═══ Provided data

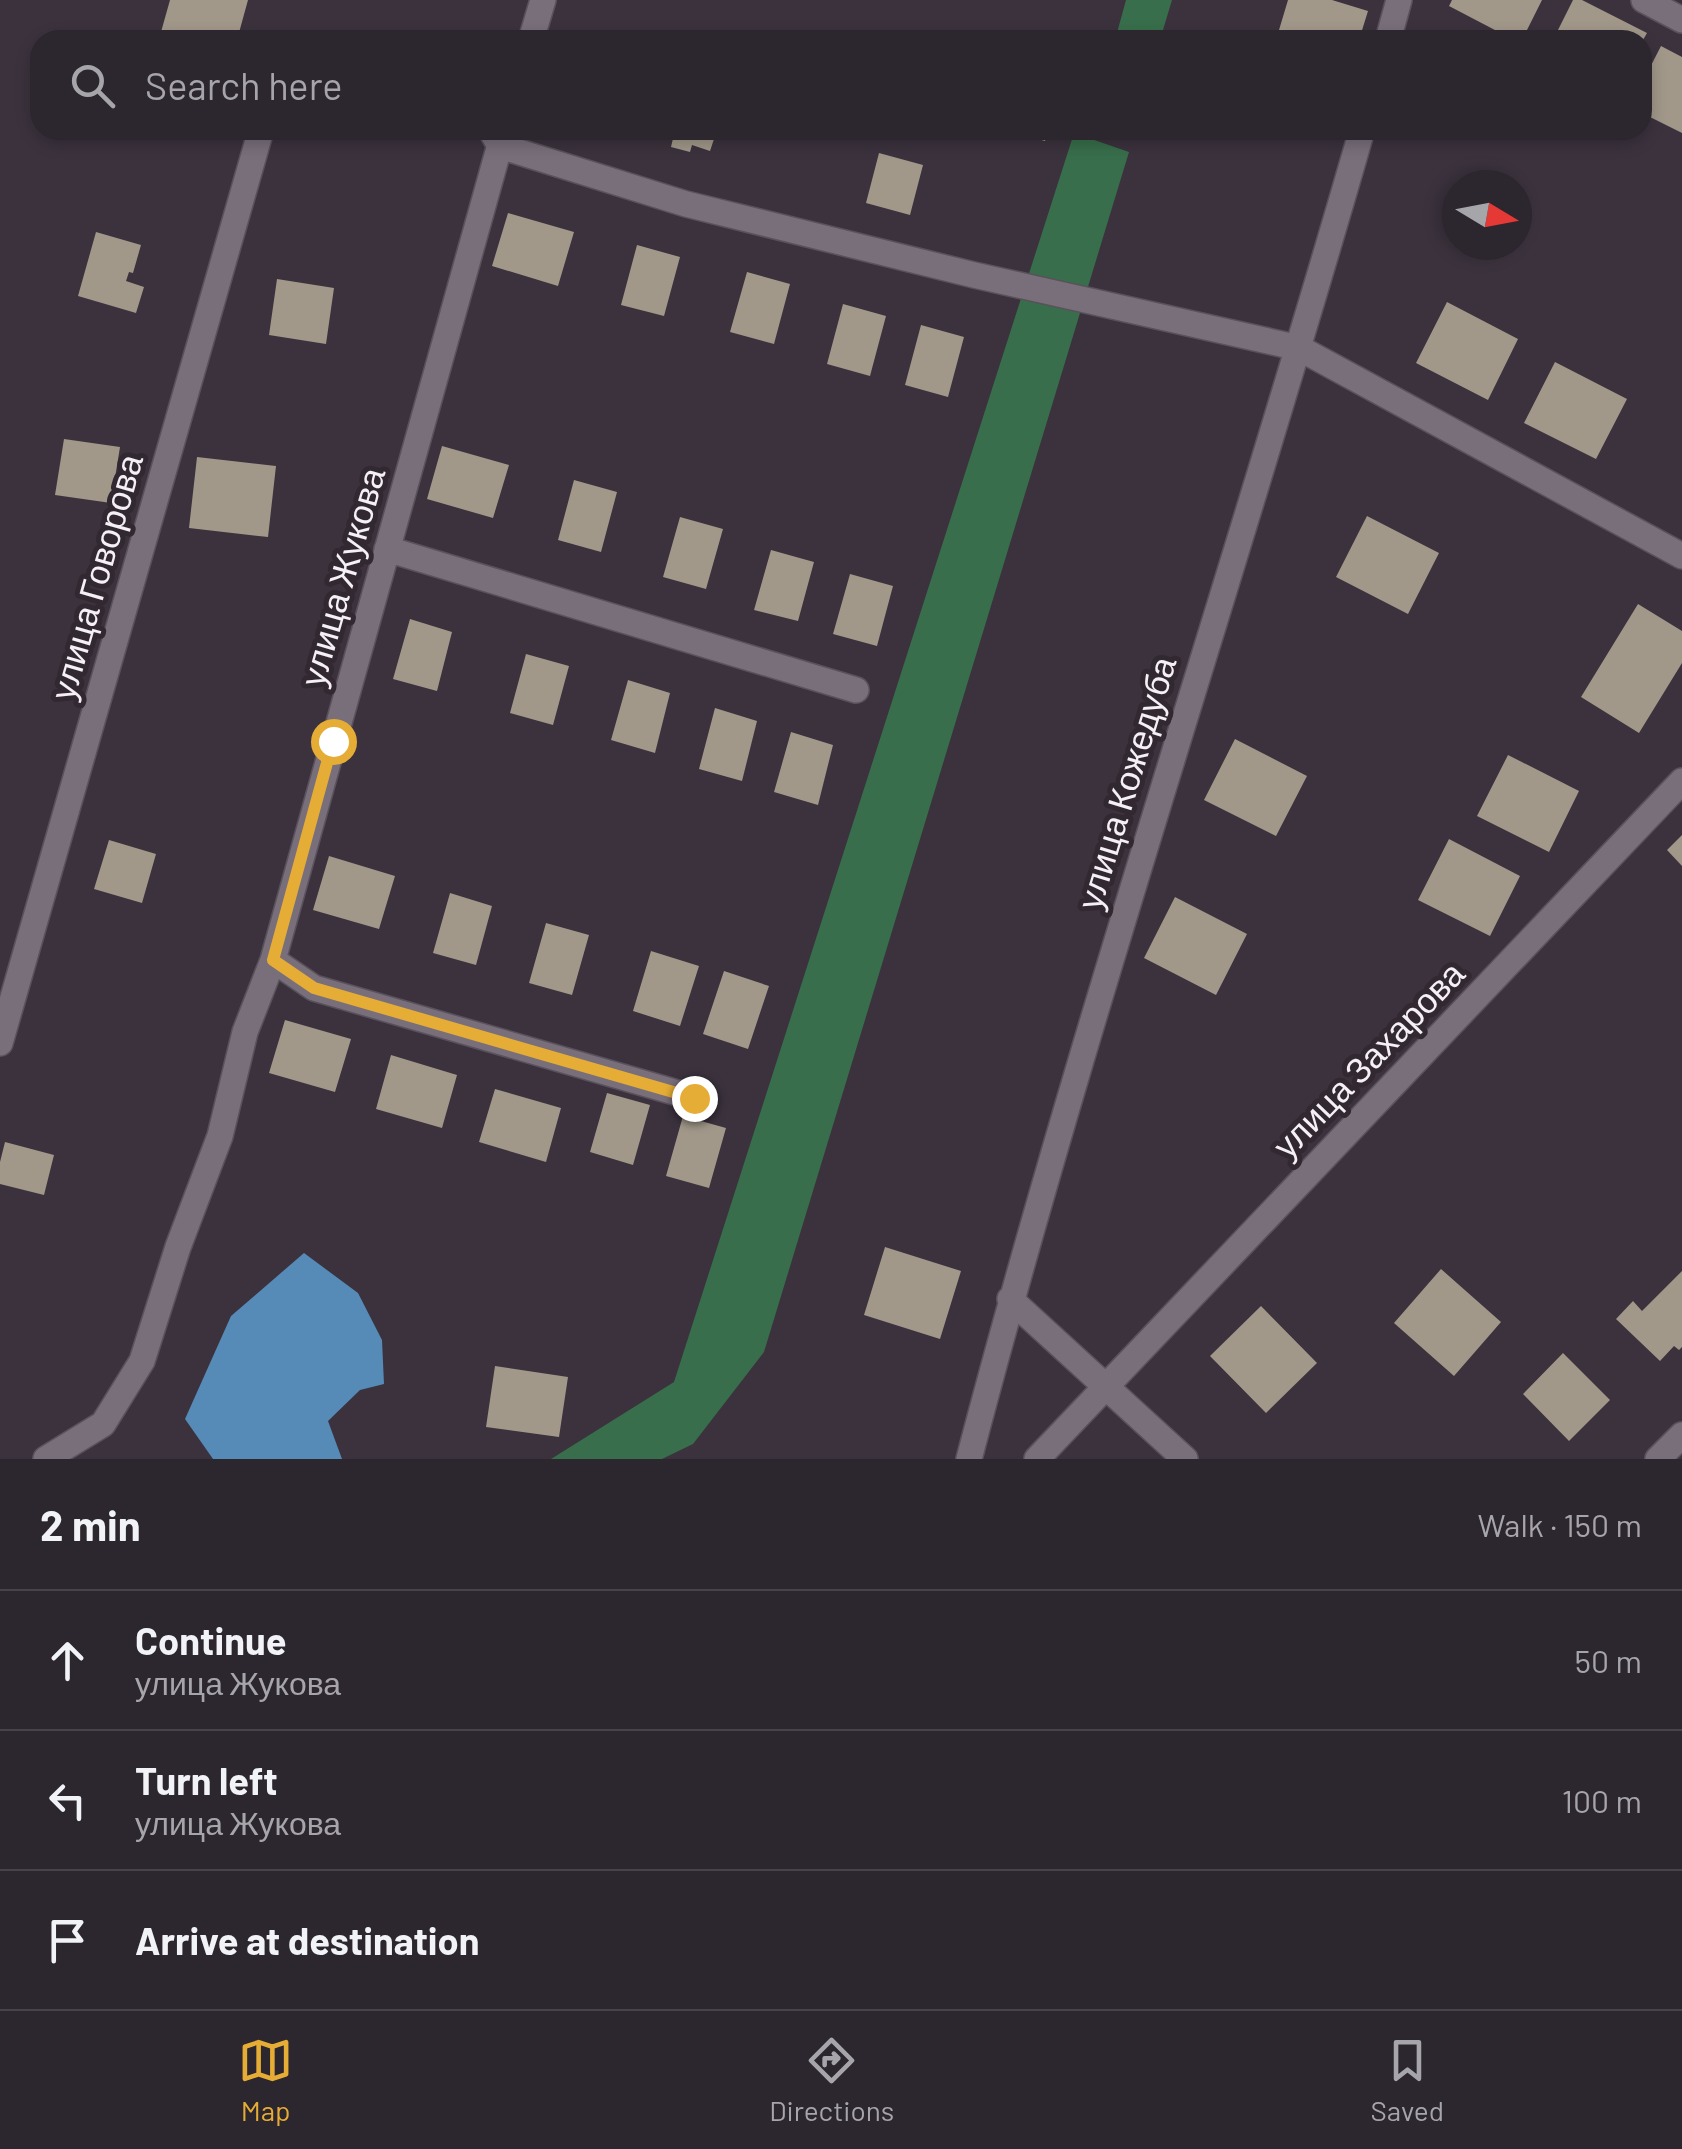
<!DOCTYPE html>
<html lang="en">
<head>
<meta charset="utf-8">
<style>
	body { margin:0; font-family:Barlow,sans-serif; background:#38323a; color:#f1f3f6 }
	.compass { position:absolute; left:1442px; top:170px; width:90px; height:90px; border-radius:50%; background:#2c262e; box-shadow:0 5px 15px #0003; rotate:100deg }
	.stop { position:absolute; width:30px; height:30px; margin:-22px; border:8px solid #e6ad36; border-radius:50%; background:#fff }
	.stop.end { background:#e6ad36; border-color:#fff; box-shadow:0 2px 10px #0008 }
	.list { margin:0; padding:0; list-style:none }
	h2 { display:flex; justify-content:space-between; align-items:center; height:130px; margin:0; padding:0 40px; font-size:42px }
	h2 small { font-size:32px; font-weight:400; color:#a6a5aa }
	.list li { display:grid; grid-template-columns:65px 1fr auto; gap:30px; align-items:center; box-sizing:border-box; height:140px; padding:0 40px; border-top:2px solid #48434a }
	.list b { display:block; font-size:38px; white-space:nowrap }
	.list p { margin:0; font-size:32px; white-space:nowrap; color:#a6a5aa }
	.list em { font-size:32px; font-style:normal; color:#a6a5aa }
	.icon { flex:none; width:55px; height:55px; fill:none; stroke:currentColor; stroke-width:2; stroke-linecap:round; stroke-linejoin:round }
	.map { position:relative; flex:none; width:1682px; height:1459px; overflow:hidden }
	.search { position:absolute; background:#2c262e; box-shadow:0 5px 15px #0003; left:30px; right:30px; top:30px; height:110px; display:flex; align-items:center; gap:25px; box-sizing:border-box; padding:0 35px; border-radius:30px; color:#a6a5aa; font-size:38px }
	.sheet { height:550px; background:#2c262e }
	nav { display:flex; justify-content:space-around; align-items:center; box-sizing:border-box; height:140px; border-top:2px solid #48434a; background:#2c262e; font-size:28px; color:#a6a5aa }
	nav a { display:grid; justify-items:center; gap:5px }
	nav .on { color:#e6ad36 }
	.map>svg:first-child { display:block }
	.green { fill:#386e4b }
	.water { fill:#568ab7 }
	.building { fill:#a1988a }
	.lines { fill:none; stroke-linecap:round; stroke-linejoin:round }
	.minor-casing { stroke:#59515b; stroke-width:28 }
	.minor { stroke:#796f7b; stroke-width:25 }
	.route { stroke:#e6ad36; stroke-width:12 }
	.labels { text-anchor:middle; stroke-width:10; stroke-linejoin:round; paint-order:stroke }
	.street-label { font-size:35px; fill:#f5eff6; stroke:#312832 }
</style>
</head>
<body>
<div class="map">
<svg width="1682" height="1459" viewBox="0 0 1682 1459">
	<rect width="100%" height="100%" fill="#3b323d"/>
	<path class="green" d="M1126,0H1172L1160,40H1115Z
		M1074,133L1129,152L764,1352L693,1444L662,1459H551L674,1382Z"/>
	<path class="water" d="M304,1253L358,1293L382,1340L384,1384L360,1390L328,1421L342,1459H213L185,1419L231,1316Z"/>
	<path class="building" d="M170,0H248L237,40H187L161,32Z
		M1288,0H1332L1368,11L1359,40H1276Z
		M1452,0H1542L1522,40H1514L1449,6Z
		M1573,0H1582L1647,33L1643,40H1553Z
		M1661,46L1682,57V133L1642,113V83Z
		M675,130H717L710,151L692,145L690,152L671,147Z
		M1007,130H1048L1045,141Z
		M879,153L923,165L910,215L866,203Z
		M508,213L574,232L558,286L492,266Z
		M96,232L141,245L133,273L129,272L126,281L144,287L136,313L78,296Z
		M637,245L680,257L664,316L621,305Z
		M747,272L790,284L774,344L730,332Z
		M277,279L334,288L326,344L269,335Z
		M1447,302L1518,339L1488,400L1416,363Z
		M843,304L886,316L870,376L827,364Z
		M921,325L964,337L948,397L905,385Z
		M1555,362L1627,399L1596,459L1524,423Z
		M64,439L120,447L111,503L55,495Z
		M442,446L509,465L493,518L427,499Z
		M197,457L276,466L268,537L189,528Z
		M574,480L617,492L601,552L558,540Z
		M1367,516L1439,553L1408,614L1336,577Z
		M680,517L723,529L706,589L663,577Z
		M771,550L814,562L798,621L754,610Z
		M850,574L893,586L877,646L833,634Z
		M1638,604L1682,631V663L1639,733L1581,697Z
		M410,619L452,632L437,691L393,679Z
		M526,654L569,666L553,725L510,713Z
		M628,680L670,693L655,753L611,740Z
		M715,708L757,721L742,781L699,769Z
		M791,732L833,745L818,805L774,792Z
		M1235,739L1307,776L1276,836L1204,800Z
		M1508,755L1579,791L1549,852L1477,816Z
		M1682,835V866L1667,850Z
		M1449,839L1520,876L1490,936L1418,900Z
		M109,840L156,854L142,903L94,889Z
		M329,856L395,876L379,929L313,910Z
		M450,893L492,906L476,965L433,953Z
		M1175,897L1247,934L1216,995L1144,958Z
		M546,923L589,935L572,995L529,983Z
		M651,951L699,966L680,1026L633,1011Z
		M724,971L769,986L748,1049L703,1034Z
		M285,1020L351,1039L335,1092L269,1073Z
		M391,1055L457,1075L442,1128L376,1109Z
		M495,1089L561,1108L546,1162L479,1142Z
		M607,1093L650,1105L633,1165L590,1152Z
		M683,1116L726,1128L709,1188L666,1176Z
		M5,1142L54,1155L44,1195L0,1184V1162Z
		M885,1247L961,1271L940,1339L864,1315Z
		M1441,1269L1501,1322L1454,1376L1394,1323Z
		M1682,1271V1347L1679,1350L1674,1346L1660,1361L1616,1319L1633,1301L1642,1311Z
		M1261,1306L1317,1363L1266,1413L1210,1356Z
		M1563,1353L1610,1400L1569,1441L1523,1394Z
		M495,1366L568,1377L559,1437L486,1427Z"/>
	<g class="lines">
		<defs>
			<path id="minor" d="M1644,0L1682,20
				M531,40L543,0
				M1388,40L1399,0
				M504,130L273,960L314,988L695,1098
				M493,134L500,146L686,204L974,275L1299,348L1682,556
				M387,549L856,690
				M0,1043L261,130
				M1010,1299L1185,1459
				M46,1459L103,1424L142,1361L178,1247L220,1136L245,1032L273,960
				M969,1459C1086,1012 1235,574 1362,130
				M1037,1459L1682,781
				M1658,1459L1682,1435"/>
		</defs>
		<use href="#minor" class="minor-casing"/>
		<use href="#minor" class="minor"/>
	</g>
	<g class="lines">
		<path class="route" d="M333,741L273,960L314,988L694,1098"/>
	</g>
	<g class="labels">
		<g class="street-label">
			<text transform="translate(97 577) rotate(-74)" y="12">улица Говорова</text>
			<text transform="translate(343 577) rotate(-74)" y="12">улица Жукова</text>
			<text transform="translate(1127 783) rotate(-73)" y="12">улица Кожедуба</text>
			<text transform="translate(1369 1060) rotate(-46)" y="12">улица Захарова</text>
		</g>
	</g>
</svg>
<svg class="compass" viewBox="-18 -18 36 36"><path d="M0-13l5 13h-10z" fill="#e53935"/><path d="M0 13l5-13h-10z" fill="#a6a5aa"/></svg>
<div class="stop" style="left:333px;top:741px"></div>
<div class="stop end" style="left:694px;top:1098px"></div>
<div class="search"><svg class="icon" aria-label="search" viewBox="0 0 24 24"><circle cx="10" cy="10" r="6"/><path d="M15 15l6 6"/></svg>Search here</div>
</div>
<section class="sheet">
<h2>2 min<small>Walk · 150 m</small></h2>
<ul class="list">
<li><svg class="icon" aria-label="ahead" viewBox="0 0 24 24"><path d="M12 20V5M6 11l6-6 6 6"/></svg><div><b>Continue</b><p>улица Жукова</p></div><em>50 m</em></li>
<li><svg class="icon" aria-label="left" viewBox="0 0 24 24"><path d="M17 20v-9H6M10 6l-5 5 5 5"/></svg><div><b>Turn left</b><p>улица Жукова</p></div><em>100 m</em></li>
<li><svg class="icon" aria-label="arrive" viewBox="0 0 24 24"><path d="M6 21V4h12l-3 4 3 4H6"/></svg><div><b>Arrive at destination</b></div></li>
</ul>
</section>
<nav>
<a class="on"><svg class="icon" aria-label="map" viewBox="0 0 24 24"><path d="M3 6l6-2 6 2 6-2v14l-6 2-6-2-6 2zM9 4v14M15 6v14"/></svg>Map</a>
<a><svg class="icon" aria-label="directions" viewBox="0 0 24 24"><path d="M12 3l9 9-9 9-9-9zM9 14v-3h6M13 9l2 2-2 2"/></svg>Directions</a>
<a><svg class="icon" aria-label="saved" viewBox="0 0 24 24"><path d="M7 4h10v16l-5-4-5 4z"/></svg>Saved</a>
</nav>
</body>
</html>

══════

• _Task_: Word search in the records above: please count the lines holding "list" and state the count alone.

• _Finished exercise_: 6